======== Data for this exercise
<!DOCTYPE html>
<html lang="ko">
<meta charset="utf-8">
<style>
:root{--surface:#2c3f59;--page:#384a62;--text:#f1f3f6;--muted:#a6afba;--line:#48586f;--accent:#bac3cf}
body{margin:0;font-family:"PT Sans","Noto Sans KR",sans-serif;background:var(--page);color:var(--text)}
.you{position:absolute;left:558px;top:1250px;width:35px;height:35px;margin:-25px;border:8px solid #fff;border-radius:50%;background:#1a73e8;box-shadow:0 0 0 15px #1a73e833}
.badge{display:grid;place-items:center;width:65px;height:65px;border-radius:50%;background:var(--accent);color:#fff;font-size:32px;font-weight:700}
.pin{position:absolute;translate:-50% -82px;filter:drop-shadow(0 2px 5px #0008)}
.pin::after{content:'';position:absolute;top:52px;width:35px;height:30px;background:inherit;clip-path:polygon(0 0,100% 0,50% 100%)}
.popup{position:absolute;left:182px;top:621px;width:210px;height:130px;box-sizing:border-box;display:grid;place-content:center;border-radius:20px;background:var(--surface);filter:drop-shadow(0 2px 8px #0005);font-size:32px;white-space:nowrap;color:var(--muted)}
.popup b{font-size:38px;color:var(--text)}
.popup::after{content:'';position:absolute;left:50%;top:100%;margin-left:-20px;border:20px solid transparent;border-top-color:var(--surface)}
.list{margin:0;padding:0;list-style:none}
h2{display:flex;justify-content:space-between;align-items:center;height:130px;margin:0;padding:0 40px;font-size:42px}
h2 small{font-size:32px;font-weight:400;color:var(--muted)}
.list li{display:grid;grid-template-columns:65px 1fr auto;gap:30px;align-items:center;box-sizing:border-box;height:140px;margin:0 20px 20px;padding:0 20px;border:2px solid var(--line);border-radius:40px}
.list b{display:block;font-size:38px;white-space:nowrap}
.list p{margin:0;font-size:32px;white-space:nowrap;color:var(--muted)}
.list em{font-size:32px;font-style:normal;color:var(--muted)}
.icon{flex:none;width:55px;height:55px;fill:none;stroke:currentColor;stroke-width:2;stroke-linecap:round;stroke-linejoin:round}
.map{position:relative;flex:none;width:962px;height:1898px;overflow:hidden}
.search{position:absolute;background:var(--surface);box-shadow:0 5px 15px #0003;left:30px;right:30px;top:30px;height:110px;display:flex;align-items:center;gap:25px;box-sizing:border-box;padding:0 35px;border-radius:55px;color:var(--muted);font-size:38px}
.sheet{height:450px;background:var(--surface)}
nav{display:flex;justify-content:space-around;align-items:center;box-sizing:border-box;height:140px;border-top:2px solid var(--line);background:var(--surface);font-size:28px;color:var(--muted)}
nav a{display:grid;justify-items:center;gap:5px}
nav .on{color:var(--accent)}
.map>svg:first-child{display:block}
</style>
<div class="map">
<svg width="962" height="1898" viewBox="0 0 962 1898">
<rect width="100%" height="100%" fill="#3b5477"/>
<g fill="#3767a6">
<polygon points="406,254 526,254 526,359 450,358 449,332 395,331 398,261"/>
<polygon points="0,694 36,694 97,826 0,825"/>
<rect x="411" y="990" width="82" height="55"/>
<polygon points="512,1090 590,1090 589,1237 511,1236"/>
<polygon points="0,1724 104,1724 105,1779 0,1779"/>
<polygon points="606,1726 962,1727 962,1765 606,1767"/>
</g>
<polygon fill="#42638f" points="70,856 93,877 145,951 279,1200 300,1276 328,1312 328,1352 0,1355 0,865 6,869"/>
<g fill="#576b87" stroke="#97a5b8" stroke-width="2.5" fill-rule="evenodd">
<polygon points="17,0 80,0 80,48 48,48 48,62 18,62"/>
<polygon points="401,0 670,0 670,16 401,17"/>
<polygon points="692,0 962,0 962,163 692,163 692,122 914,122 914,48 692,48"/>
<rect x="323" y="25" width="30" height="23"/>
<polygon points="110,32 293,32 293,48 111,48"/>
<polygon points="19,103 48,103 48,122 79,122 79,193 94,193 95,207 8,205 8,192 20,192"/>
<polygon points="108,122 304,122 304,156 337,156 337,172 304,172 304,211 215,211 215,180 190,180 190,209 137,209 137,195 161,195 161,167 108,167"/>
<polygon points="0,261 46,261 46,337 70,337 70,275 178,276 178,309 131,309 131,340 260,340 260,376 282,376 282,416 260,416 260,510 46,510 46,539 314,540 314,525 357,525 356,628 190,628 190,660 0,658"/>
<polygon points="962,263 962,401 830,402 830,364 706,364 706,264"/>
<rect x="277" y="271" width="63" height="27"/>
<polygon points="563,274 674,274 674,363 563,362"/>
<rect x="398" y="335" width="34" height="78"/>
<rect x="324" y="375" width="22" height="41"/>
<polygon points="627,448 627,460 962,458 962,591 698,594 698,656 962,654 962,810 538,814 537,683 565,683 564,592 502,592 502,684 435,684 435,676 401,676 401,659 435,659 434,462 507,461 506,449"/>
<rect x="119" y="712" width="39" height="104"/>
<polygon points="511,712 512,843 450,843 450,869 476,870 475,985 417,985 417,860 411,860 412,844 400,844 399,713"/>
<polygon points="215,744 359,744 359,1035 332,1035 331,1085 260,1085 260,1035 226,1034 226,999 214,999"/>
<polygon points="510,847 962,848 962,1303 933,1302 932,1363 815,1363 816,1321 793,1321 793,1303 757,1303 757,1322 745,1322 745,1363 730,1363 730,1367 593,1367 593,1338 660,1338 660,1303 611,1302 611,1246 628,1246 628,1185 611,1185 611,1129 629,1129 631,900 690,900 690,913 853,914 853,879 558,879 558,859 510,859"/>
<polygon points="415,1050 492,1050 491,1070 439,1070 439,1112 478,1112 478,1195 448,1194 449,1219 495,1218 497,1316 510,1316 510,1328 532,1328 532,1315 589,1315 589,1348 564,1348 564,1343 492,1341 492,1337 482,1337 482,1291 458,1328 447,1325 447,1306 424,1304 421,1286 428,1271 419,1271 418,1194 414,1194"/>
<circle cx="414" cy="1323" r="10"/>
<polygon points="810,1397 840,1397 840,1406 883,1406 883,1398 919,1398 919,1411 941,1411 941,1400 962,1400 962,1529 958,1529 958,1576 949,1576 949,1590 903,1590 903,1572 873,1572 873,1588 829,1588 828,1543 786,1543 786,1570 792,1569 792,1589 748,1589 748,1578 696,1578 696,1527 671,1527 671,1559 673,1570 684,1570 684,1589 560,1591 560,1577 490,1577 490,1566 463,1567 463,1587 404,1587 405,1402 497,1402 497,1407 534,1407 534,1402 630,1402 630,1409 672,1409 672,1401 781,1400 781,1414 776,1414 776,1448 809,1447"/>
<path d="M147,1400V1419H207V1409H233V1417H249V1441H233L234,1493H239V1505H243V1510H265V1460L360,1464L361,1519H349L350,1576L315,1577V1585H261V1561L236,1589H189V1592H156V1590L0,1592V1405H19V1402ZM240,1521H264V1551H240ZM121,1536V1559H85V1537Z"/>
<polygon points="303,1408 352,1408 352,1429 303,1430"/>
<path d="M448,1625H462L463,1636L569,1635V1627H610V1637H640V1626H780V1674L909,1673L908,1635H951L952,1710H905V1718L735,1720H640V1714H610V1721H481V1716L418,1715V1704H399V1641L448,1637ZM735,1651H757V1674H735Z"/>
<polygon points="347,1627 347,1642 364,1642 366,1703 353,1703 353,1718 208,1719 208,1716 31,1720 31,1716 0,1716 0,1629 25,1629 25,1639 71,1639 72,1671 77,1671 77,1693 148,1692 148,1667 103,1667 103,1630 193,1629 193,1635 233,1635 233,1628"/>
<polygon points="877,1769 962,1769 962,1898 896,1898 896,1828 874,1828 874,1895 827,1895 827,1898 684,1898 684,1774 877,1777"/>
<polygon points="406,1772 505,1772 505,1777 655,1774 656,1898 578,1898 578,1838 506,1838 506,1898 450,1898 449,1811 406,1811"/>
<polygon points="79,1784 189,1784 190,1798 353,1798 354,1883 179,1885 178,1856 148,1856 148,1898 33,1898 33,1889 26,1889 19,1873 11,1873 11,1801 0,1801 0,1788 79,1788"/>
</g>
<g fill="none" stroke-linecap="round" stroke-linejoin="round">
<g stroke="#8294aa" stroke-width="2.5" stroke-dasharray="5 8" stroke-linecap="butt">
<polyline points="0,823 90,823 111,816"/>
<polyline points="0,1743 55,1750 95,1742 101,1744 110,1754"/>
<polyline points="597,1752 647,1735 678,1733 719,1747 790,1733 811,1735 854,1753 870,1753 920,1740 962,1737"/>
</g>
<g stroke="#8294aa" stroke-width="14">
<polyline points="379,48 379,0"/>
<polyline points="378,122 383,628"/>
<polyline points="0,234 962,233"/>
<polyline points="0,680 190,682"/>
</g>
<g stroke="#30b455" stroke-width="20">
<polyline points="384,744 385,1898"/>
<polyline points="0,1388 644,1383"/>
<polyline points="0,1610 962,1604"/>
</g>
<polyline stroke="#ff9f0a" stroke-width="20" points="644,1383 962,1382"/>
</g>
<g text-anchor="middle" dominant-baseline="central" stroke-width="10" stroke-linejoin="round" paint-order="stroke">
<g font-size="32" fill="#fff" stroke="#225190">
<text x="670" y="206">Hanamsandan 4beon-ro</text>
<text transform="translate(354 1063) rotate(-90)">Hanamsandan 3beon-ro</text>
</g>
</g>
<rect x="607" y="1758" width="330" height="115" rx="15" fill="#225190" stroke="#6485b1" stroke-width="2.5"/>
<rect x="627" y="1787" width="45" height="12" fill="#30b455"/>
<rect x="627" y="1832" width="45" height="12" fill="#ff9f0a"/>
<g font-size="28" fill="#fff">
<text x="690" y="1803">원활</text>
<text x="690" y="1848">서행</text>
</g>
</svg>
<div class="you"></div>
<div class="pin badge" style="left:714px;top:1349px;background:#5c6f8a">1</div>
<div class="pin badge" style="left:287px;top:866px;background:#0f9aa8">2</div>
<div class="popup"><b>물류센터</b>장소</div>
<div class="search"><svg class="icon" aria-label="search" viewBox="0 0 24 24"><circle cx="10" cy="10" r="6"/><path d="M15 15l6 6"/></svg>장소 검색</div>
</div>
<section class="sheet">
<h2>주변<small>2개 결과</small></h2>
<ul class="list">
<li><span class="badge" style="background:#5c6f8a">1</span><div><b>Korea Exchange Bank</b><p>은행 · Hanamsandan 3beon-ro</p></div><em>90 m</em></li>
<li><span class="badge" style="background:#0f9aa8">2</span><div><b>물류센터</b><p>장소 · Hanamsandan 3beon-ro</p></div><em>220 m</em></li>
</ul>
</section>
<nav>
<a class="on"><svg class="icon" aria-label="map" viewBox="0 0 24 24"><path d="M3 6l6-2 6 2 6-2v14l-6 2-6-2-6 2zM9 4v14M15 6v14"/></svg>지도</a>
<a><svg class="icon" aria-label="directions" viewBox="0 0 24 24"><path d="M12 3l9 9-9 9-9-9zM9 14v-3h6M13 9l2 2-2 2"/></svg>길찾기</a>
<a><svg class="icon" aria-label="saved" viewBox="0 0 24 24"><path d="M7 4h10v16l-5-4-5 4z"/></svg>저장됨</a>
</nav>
================
Exercise aim: Where in the records above does the word "drop" appear? Copy each line that holds it.

Finished task:
.pin{position:absolute;translate:-50% -82px;filter:drop-shadow(0 2px 5px #0008)}
.popup{position:absolute;left:182px;top:621px;width:210px;height:130px;box-sizing:border-box;display:grid;place-content:center;border-radius:20px;background:var(--surface);filter:drop-shadow(0 2px 8px #0005);font-size:32px;white-space:nowrap;color:var(--muted)}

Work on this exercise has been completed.